Tillerson's demeanor in the rare instances where he emerges from his diplomacy dungeon is gruff and closed off. He acts like he doesn't want the job, a suspicion that was confirmed in a comically literal way when he recently told reporters, "I didn't want this job." If that strikes you as a strange quality in a secretary of state, you're not alone. But we really shouldn't be surprised that Tillerson is treating the most important public relations arm of the U.S. government like a coal company trying to get away with dumping run-off into rivers. This is what Tillerson was trained for at ExxonMobil, and it is how his sprawling, multi-national concern was operated for decades.
As detailed in Steve Coll's opus Private Empire, Tillerson's employer was known for aggressively fighting anything or anyone that might interfere with its dirty energy kingdom. In one harrowing anecdote, Exxon dispatched corporate spies to trail government scientists seeking to catalog the damage done by the Exxon-Valdez spill in Prince William Sound and then paid shills for studies contesting the disaster's very obvious long-term harm. When Tillerson took over as head of the company in 2005, he famously recognized that the planet is warming but refused to blame human activity. In 2006, after President George W. Bush announced a plan to make America energy independent, Tillerson "sided with the Saudis" who saw the initiative as a threat to oil.
You cannot undo a lifetime of habits overnight and transform yourself into a capable diplomat. At ExxonMobil, Tillerson's job was to protect the company and its overseas investments, particularly from regulators and human rights activists who objected to ExxonMobil's cozy relationship with authoritarian regimes and their torturing minions in places like Indonesia and Equatorial Guinea. He did this mostly by staying away from reporters and maneuvering behind the scenes to get his way. Tillerson's focus on the bottom line, and only the bottom line, was how the company stuck with its investment in Nigeria even when it became clear that oil was tearing the country apart.
Much has been made of how other people seem to be doing Tillerson's job for him. It's remarkable that President Trump's son-in-law Jared Kushner is running point on Iraq policy rather than the secretary himself, who has yet to make a trip to Baghdad. Maybe that's because Tillerson was responsible for negotiating an oil deal for ExxonMobil in Iraqi Kurdistan that roiled that country's politics and contradicted American foreign policy. He may very well be persona non grata there, which seems like a problem.
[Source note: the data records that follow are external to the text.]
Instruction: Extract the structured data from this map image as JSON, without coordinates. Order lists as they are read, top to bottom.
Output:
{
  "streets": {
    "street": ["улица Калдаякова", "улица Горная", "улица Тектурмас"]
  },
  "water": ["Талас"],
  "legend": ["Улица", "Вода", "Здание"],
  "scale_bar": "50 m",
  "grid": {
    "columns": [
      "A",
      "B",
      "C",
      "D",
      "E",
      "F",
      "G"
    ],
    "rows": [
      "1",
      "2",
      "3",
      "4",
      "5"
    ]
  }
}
And it is true that thus far, Tillerson appears to be a rather unimportant adviser the president, who is still leaning on his adult children and their spouses for policy direction.
But Tillerson is probably doing precisely what he has been asked. And that thing is not to conduct the nation's diplomacy as it has been executed in the past — it's to obfuscate. You can tell this is the underlying mission by how Tillerson has broken with all precedent by not taking a press pool with him on his overseas trips. The man is obviously miserable when he's in front of the cameras and clearly regards reporters as the enemy. He lives to sweep predatory behavior under the rug so a small number of people can get rich. It's why he was chosen for the job.
Tillerson may be sidelined in policy discussions, but he is hardly the first secretary to be last among equals in the president's Cabinet. Just ask Colin Powell. But the country desperately needs a talented diplomat in this role right now, not just because America's international relations are enormously complicated and fraught with peril, but also because the president has a bizarre fixation with provoking international crises through his unhinged Twitter account. We need a Trump Whisperer as the secretary of state, not just a whisperer.
The need for real public leadership should be obvious as tensions with North Korea heat up. The president has stirred the pot with outrageous tweets, including one that stated, "North Korea is looking for trouble. If China decides to help, that would be great. If not, we will solve the problem without them! U.S.A." As with all of these missives, it is not clear who Trump is even talking to. More problematically, they risk a truly calamitous war that our allies in South Korea and Japan want no part of. While North Korea cannot reach the continental United States with its missiles, China certainly can. And the president's brinksmanship with North Korea, Russia, and China has brought the long-suppressed fear of nuclear holocaust back into the public consciousness, which presumably was not the feature of the Reagan administration Trump's voters were hoping to see make a comeback.
It's notable that our allies seem to fear Trump much more than they do the genuinely unstable North Korean leader, Kim Jong Un. It's not just a shame that America doesn't have a secretary of state who can put a happy (or at least coherent) face on the president's shenanigans and capably clarify policies for the world — it's an astonishing risk that threatens us all with annihilation.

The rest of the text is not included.